_Your instructions_. An exact reprint of the listing is required, with no pictures included.
========
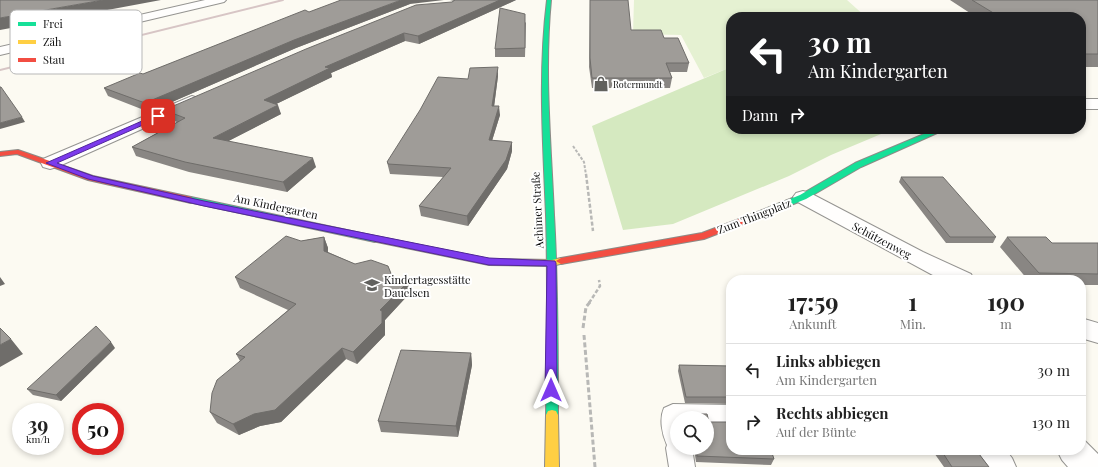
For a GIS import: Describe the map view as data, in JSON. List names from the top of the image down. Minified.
{"streets":{"street":["Am Kindergarten","Achimer Straße","Zum Thingplatz","Schützenweg"]},"crossings":[["Am Kindergarten","Achimer Straße"],["Am Kindergarten","Zum Thingplatz"],["Achimer Straße","Zum Thingplatz"],["Zum Thingplatz","Schützenweg"]],"places":{"shop":["Rotermundt"],"school or university":["Kindertagesstätte Dauelsen"]},"legend":["Frei","Zäh","Stau"],"page":{"turn":["30 m","Am Kindergarten"],"then":"Dann","eta":["17:59","Ankunft","1","Min.","190","m"],"list":[{"name":"Links abbiegen","note":"Am Kindergarten","value":"30 m"},{"name":"Rechts abbiegen","note":"Auf der Bünte","value":"130 m"}],"speed":"39 km/h","limit":"50"}}
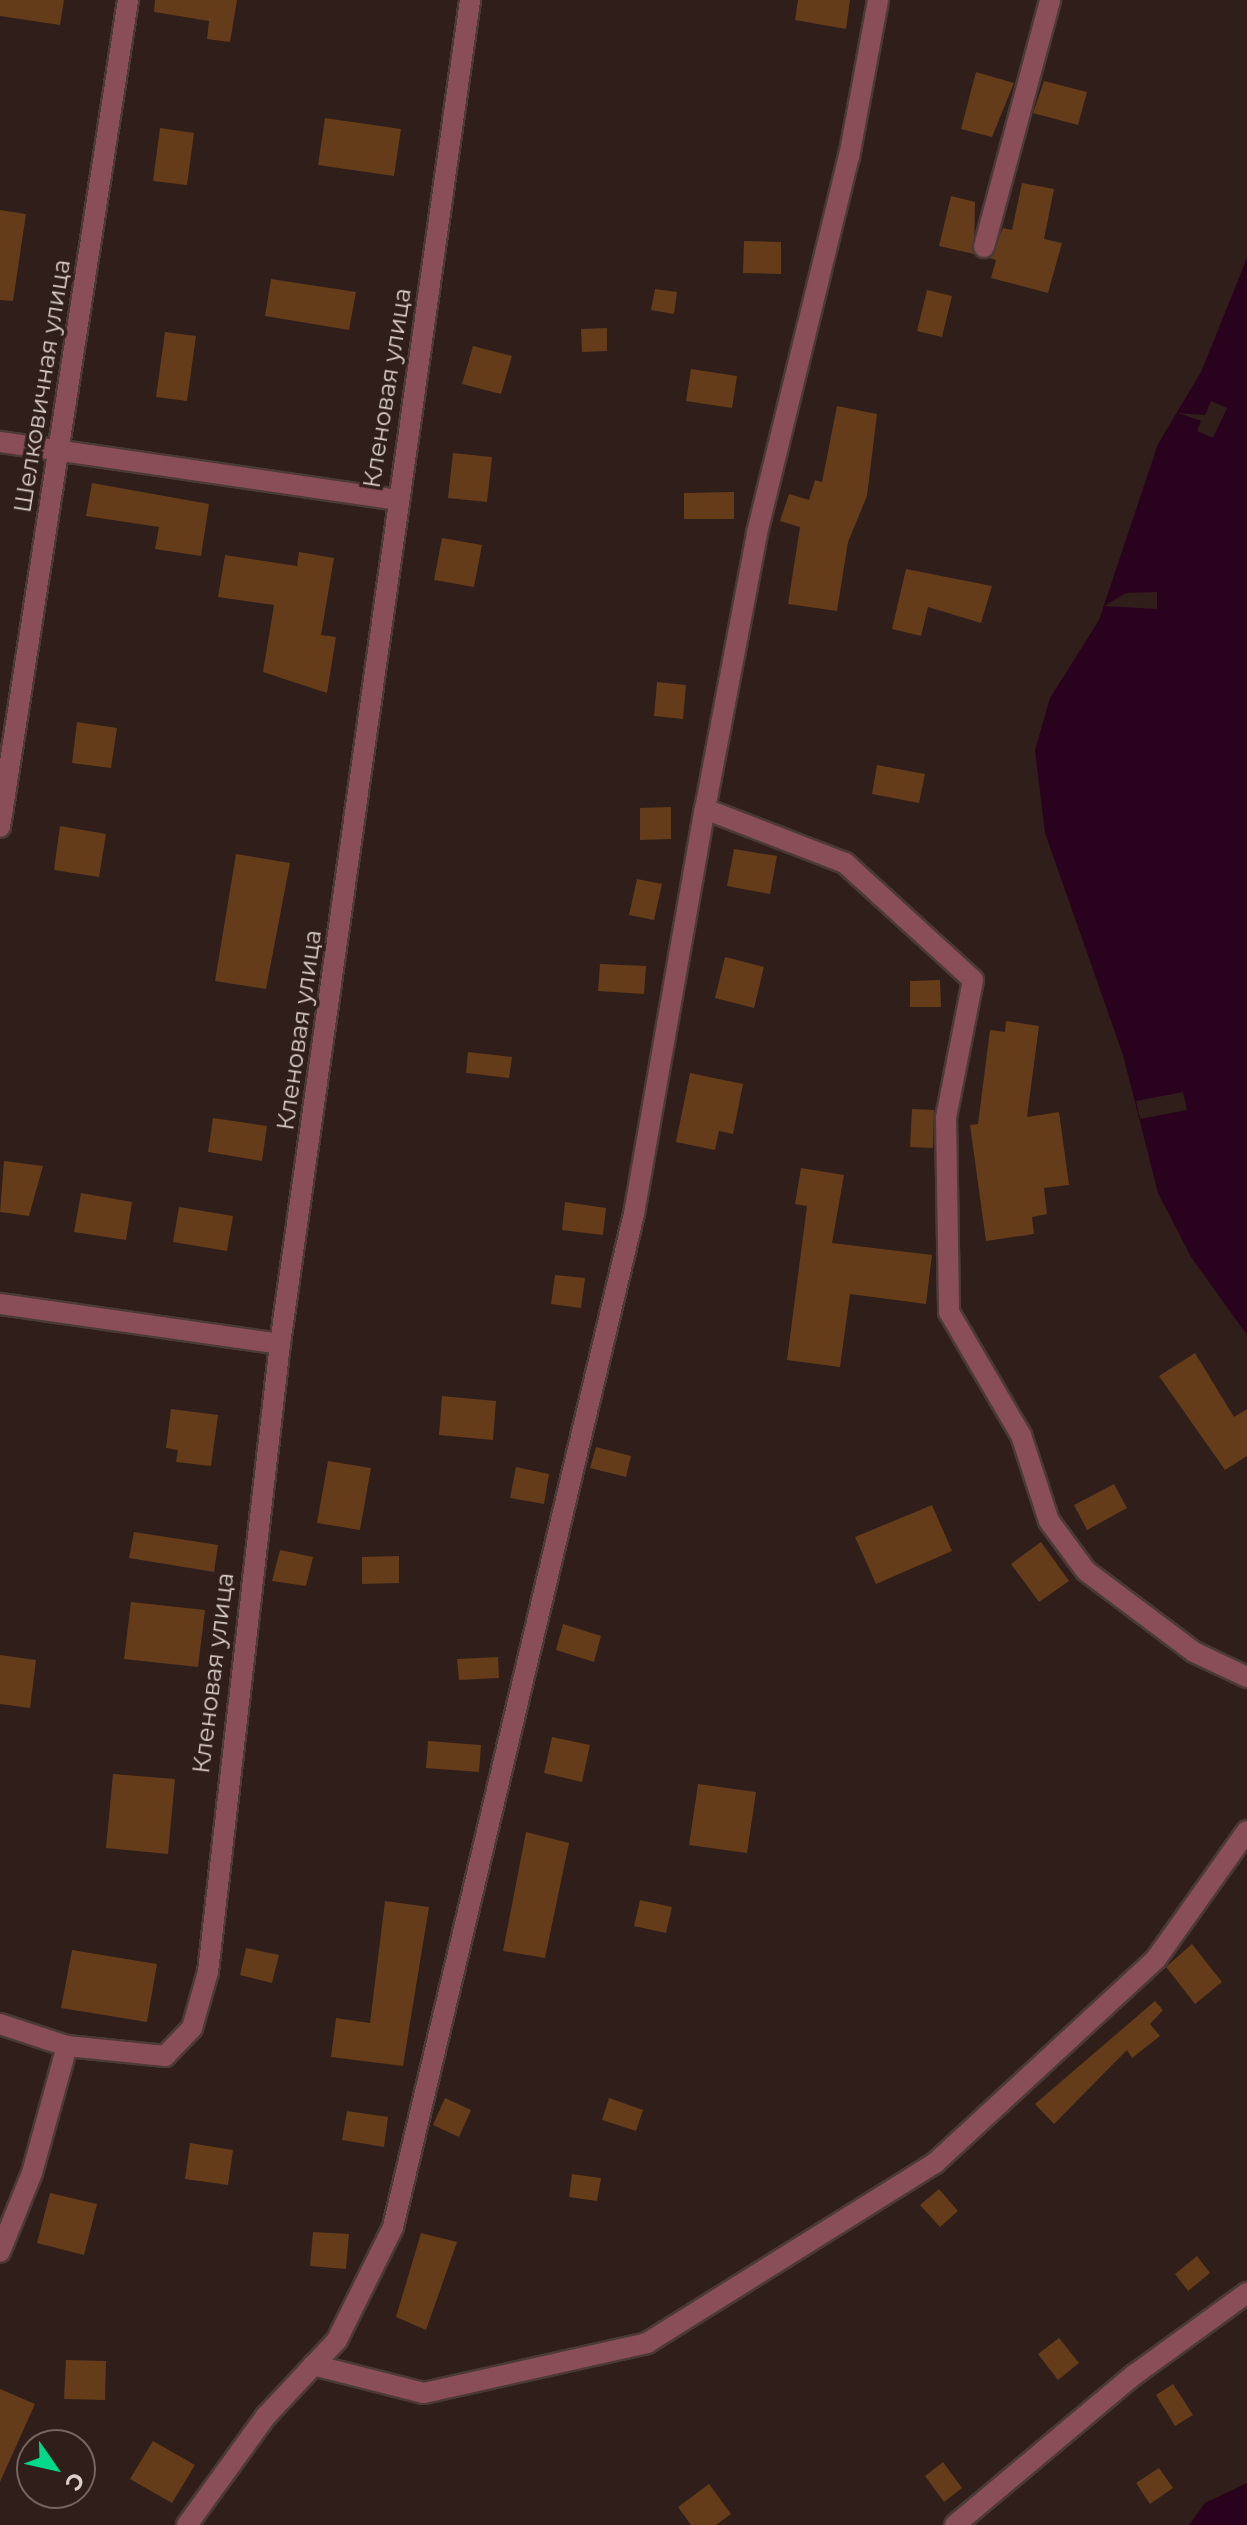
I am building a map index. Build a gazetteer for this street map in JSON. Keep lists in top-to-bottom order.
{
  "streets": {
    "street": ["Шелковичная улица", "Кленовая улица"]
  },
  "north": "bottom right"
}
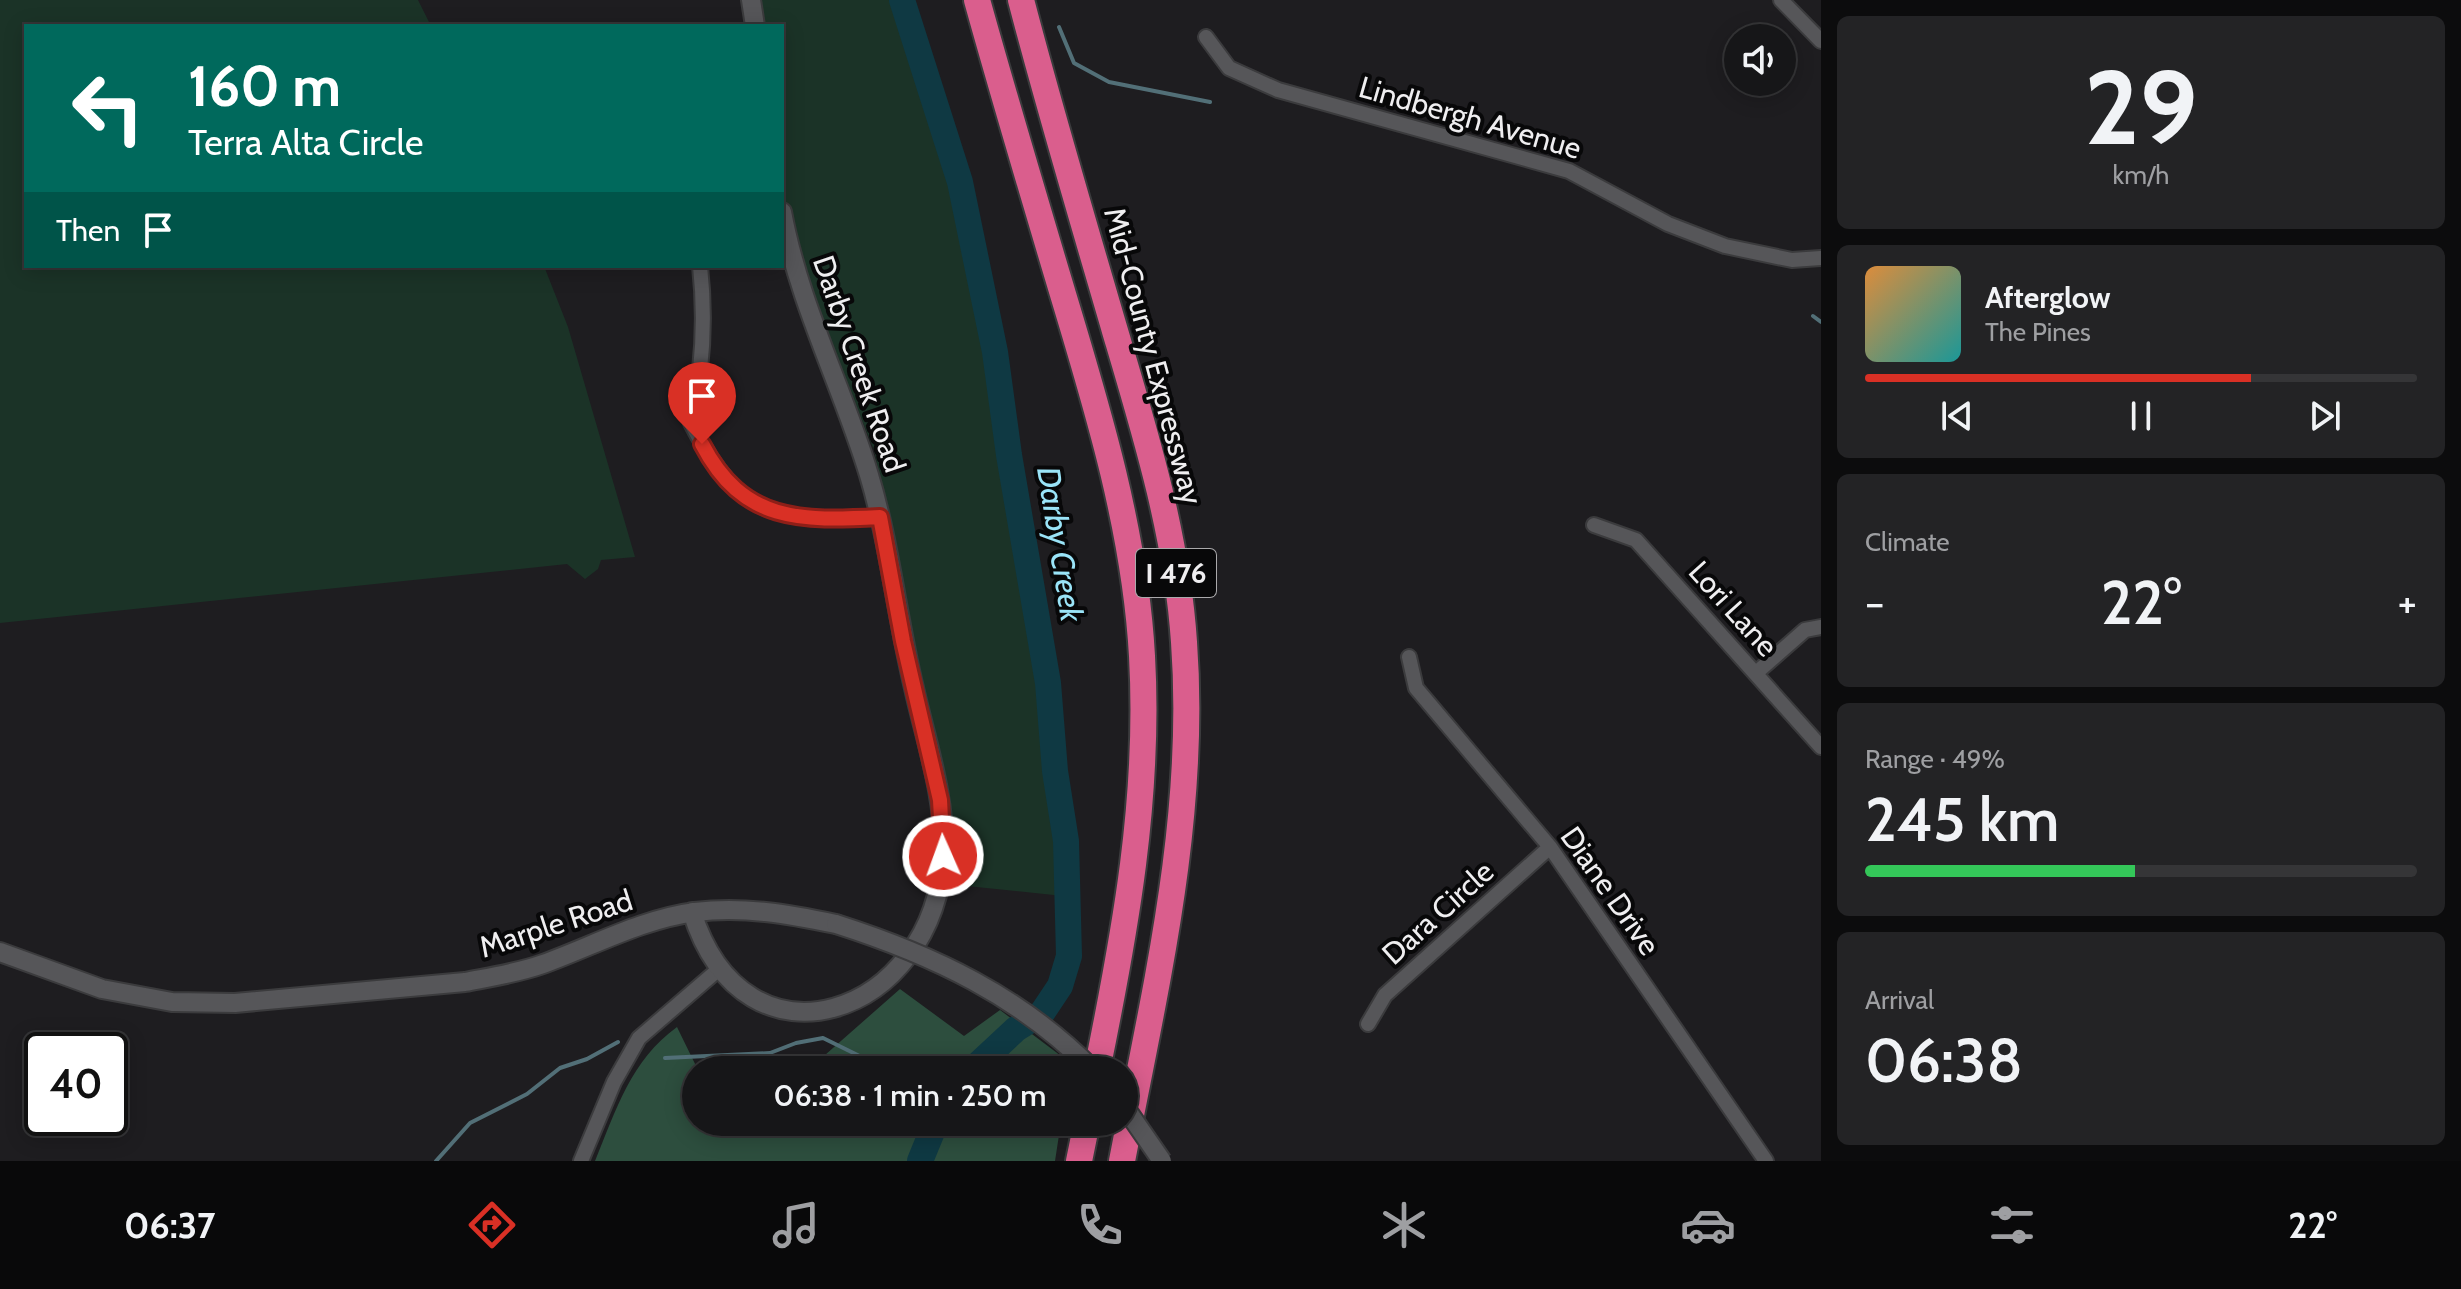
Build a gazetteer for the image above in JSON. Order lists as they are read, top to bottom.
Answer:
{
  "streets": {
    "highway": ["Mid-County Expressway", "I 476"],
    "street": [
      "Lindbergh Avenue",
      "Darby Creek Road",
      "Lori Lane",
      "Diane Drive",
      "Dara Circle",
      "Marple Road"
    ]
  },
  "crossings": [
    ["Darby Creek Road", "Marple Road"],
    ["Diane Drive", "Dara Circle"]
  ],
  "water": ["Darby Creek"],
  "page": {
    "tile": [
      ["29", "km/h"],
      "Climate",
      ["Range · 49%", "245 km"],
      ["Arrival", "06:38"]
    ],
    "turn": ["160 m", "Terra Alta Circle"],
    "then": "Then",
    "song": ["Afterglow", "The Pines"],
    "heat": ["−", "22°", "+"],
    "limit": "40",
    "trip": "06:38 · 1 min · 250 m",
    "tabs": ["06:37", "22°"]
  }
}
========
_Completed exercise_.
For a GIS import: Describe the map view as data, in JSON. List names from the top of the image down. Minified.
{"streets":{"street":["Am Kindergarten","Achimer Straße","Zum Thingplatz","Schützenweg"]},"crossings":[["Am Kindergarten","Achimer Straße"],["Am Kindergarten","Zum Thingplatz"],["Achimer Straße","Zum Thingplatz"],["Zum Thingplatz","Schützenweg"]],"places":{"shop":["Rotermundt"],"school or university":["Kindertagesstätte Dauelsen"]},"legend":["Frei","Zäh","Stau"],"page":{"turn":["30 m","Am Kindergarten"],"then":"Dann","eta":["17:59","Ankunft","1","Min.","190","m"],"list":[{"name":"Links abbiegen","note":"Am Kindergarten","value":"30 m"},{"name":"Rechts abbiegen","note":"Auf der Bünte","value":"130 m"}],"speed":"39 km/h","limit":"50"}}
I am building a map index. Build a gazetteer for this street map in JSON. Keep lists in top-to-bottom order.
{
  "streets": {
    "street": ["Шелковичная улица", "Кленовая улица"]
  },
  "north": "bottom right"
}
Build a gazetteer for the image above in JSON. Order lists as they are read, top to bottom.
Answer:
{
  "streets": {
    "highway": ["Mid-County Expressway", "I 476"],
    "street": [
      "Lindbergh Avenue",
      "Darby Creek Road",
      "Lori Lane",
      "Diane Drive",
      "Dara Circle",
      "Marple Road"
    ]
  },
  "crossings": [
    ["Darby Creek Road", "Marple Road"],
    ["Diane Drive", "Dara Circle"]
  ],
  "water": ["Darby Creek"],
  "page": {
    "tile": [
      ["29", "km/h"],
      "Climate",
      ["Range · 49%", "245 km"],
      ["Arrival", "06:38"]
    ],
    "turn": ["160 m", "Terra Alta Circle"],
    "then": "Then",
    "song": ["Afterglow", "The Pines"],
    "heat": ["−", "22°", "+"],
    "limit": "40",
    "trip": "06:38 · 1 min · 250 m",
    "tabs": ["06:37", "22°"]
  }
}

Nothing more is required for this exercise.